他没再着急追问下去,而是随即起身,朝几步开外的办公桌走去。易涟以为他要亮出看家本领,于是下意识侧目一瞥。
谁知梁柏辉只是停在桌前,不紧不慢地拾起散落的文件夹,指尖拂过纸页,将边角一一理齐。
“嗒、嗒、嗒——”他把文件叠作一摞,在桌面漫不经心地磕了磕,随即缓缓转身,将那沓整齐的卷宗归入书架。
“人呢?那条船上有什么你能记起来的面孔呢?”梁柏辉终于进入下一个问题。
待他再度转回来时,正撞上易涟警觉里掺着困惑的目光。
梁柏辉笑了笑,耸了耸肩道:“别紧张,我们就当随便聊聊。”
周围静得出奇,梁柏辉又开始“哒哒哒”地整理文件。
“为什么要聊我见到了谁?”易涟皱眉道。
“因为识别人的五官,通常比识别周围的环境,需要集中更多注意力。”梁柏辉耸了耸肩。
接着他说:“如果你真的想要恢复记忆,就必须跟紧我的节奏,沉浸地思考我的问题。”
“你可以先想想那些活人,再想想那些死人。他们中的哪一些,是让你觉得印象深刻的?”梁柏辉声音轻轻地,引导着易涟细想下去。

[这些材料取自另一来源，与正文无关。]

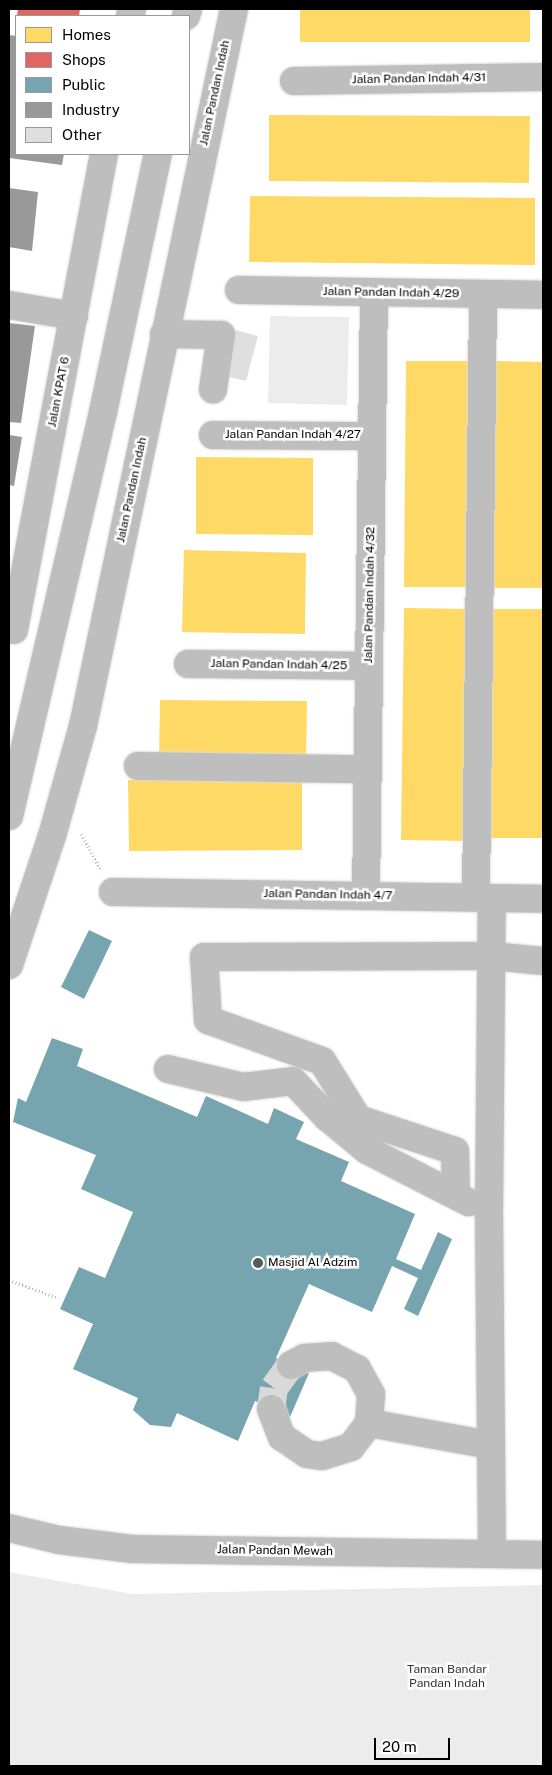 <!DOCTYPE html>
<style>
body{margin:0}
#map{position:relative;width:552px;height:1775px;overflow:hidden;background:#fff;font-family:"Public Sans",sans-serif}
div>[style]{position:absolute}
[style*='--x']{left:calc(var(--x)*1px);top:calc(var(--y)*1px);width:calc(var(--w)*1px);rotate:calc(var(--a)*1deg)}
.green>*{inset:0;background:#ececec}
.homes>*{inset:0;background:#ffd966}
.shops>*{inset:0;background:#e06666}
.public>*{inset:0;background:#76a5af}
.industry>*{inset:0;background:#999}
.building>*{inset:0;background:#dfdfdf}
.minor-tunnel>*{height:28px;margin-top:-14px;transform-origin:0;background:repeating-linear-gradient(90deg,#d9d9d9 0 28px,transparent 0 42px)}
.path>*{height:3px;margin-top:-1.5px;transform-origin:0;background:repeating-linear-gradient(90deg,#b9b9b9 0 1px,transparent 0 3.5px)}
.roads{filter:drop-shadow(0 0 1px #dbdbdb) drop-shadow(0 0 1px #dbdbdb)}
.minor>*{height:28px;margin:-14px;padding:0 14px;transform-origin:14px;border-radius:14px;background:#bebebe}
.major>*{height:28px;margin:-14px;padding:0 14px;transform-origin:14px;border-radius:14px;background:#bebebe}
.dots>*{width:14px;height:14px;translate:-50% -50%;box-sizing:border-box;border:2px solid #fff;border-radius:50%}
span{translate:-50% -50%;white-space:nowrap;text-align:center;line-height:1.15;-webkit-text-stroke:5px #fff;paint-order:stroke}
.street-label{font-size:12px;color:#000}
.poi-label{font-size:12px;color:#000}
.left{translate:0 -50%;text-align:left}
.park-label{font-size:12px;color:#333}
.frame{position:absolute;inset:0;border:10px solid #000;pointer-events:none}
.legend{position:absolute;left:15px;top:15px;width:175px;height:140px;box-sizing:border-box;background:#fff;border:1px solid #999;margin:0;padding:6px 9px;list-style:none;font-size:15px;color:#000}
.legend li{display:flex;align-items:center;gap:10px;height:25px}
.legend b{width:25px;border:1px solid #999}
.scale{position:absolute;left:374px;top:1738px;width:76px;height:22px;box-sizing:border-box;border:2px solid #000;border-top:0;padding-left:6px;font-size:15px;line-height:18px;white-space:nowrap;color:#000;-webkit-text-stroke:4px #fff;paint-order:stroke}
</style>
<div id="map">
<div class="green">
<i style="clip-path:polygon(270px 316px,349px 317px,347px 405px,268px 403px)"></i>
<i style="clip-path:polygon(9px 1572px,132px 1594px,543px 1585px,543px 1766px,9px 1766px)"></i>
</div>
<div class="homes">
<i style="clip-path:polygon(300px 9px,530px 9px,530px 42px,300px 42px)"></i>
<i style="clip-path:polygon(269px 115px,530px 116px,529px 183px,269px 181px)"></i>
<i style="clip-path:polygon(250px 196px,535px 198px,535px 265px,249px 262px)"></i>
<i style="clip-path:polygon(406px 361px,474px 361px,471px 587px,404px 587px)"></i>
<i style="clip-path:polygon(492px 361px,543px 362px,543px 588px,490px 588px)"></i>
<i style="clip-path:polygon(196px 457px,313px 458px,313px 535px,196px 534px)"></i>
<i style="clip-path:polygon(184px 550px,306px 553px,305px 634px,182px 632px)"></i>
<i style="clip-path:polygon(404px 608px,472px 609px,469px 841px,401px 840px)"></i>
<i style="clip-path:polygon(491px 609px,543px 609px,543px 838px,491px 838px)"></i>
<i style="clip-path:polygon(160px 700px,307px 701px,306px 763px,159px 761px)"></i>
<i style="clip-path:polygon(302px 779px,302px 850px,129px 851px,128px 780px)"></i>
</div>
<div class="shops">
<i style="clip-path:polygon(18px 9px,80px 9px,79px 16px,23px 16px,17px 15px)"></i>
</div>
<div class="public">
<i style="clip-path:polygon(89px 930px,112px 941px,84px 999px,61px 987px)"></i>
<i style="clip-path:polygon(52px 1038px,83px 1049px,77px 1066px,197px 1117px,206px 1096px,268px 1124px,274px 1108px,304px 1122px,296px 1139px,349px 1162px,341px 1181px,415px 1214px,396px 1259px,421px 1270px,438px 1232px,452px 1239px,418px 1316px,404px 1309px,418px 1278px,392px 1266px,372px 1312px,309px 1284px,276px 1358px,309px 1373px,290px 1417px,255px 1401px,238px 1441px,177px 1413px,171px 1427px,150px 1425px,133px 1410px,138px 1398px,73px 1369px,93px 1324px,60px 1309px,79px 1267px,105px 1278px,133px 1212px,81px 1189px,96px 1155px,13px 1122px,18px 1098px,26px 1102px)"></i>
</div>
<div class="industry">
<i style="clip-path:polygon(9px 35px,16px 36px,16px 154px,64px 154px,62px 165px,9px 158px)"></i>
<i style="clip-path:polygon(9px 188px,38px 192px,32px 251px,9px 247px)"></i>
<i style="clip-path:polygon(9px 323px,35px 326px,21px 423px,9px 422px)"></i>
<i style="clip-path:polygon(9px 435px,22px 437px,14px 486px,9px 485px)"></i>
</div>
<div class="building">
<i style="clip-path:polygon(232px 329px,258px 336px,246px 381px,221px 375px)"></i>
</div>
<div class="minor-tunnel">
<i style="--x:271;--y:1409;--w:21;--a:-82"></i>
<i style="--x:274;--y:1388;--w:29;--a:-54"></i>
</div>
<div class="path">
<i style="--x:81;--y:834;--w:41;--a:60.9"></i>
<i style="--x:9;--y:1280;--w:50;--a:19.9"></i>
</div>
<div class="roads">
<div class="minor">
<i style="--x:130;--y:16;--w:7;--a:-74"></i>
<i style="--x:294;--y:81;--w:249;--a:-0.9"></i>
<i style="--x:239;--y:290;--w:304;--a:0.9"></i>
<i style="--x:9;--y:305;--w:66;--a:9.6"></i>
<i style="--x:164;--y:334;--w:57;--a:1"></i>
<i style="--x:221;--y:335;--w:55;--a:98.4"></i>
<i style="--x:213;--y:435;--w:159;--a:0.4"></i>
<i style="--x:14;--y:630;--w:484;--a:-79.3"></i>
<i style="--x:188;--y:664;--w:181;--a:0.6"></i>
<i style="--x:138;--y:766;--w:229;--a:0.8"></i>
<i style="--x:113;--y:892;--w:430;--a:0.9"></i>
<i style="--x:366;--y:896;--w:602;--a:-89.24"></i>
<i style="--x:476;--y:897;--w:602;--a:-89.33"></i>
<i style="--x:168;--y:1069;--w:77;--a:13.5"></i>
<i style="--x:243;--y:1087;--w:50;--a:-6.8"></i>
<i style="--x:293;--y:1081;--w:50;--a:46.6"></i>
<i style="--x:327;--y:1117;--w:52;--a:39.5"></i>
<i style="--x:367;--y:1150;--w:114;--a:27.2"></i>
<i style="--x:456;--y:1194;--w:43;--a:-91.3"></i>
<i style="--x:455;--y:1151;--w:102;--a:-161.7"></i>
<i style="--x:358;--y:1119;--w:68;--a:-121.8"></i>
<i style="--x:322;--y:1061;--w:121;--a:-160.2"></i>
<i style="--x:208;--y:1020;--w:63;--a:-93.6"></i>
<i style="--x:204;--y:957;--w:288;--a:-0.2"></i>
<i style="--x:492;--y:956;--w:51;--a:5.6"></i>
<i style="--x:271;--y:1409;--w:30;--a:69"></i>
<i style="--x:282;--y:1437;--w:30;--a:34"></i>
<i style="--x:307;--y:1454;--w:15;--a:8"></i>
<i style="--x:322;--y:1456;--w:30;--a:-17"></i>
<i style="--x:351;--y:1447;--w:30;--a:-53"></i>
<i style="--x:369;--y:1423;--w:29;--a:-86"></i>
<i style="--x:371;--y:1394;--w:29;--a:-119"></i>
<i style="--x:357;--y:1369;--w:28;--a:-153"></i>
<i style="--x:332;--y:1356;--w:28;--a:176"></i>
<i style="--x:304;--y:1358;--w:15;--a:152"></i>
<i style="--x:369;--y:1423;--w:123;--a:10.3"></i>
<i style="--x:9;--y:1528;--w:51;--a:13.5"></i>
<i style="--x:59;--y:1540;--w:74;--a:7"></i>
<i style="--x:132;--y:1549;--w:411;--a:0.8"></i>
<i style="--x:492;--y:1554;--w:339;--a:-90.5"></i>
<i style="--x:489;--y:1215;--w:317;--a:-89.5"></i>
</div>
<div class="major">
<i style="--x:186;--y:16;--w:7;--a:-74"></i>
<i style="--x:9;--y:816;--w:415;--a:-76.9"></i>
<i style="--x:103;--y:412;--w:264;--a:-78"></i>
<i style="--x:9;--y:965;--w:136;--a:-71.6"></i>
<i style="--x:52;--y:836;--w:114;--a:-74.3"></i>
<i style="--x:83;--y:726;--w:733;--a:-78.11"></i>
</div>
</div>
<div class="dots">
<i style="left:258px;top:1263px;background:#595959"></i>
</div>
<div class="street-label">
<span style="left:419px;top:79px;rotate:-1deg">Jalan Pandan Indah 4/31</span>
<span style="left:215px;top:93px;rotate:-78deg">Jalan Pandan Indah</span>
<span style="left:391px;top:293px;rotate:1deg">Jalan Pandan Indah 4/29</span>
<span style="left:59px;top:392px;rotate:-79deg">Jalan KPAT 6</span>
<span style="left:293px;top:435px">Jalan Pandan Indah 4/27</span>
<span style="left:132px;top:490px;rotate:-78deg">Jalan Pandan Indah</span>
<span style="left:370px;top:595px;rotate:-89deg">Jalan Pandan Indah 4/32</span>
<span style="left:279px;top:665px;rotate:1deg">Jalan Pandan Indah 4/25</span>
<span style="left:328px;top:895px;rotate:1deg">Jalan Pandan Indah 4/7</span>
<span style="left:275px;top:1551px;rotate:1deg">Jalan Pandan Mewah</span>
</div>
<div class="poi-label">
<span class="left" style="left:268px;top:1263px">Masjid Al Adzim</span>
</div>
<div class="park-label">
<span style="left:447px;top:1677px">Taman Bandar<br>Pandan Indah</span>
</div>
<div class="frame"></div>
<ul class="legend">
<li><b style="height:14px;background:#ffd966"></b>Homes</li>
<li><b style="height:14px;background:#e06666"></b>Shops</li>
<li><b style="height:14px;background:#76a5af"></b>Public</li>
<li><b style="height:14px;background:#999"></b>Industry</li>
<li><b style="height:14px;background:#dfdfdf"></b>Other</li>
</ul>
<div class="scale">20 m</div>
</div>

易涟阖上眼。梁柏辉的“嗒嗒”声像一串锚链,一扣一扣把他往那片泛着铁锈味的记忆深处拖。
活人。死人。面孔……
他先看到走廊尽头的尤加利,那张脸没有多少攻击性,好像永远都在温和地看着曼塔。
“死人……还得看看死人……
接着易涟低头,看到身边的具具尸体,那些面孔挤成一团碎纸屑,粘稠,模糊,谁也不肯清晰起来。
突然。
舷梯拐角猛然撞出来一个影子。
那人踉跄着从下层舱口冲上来,看那朴实的穿着打扮,并不像这艘货船上的船员。
易涟的双眸立刻一扫,锁定了那个要跑进黑暗里的背影。
“追上他,看清他。”一个声音从易涟心中来。
于是他被完全牵动,不受控制地跟随那个背影奔跑过去。
那个身影跑得极快,恐惧的喘息灌满狭窄的通道。
可由于太过惊惶失措,他脚下一个踉跄,膝盖重重磕在凸起的甲板铆钉上,整个人往前扑了出去。
肩头撞翻了船员搁在铁桶上的工具箱,扳手、螺丝刀哗啦啦滚了一地,“哐啷”声尖锐地刺进易涟的耳膜,在狭窄的通道里撞出回响。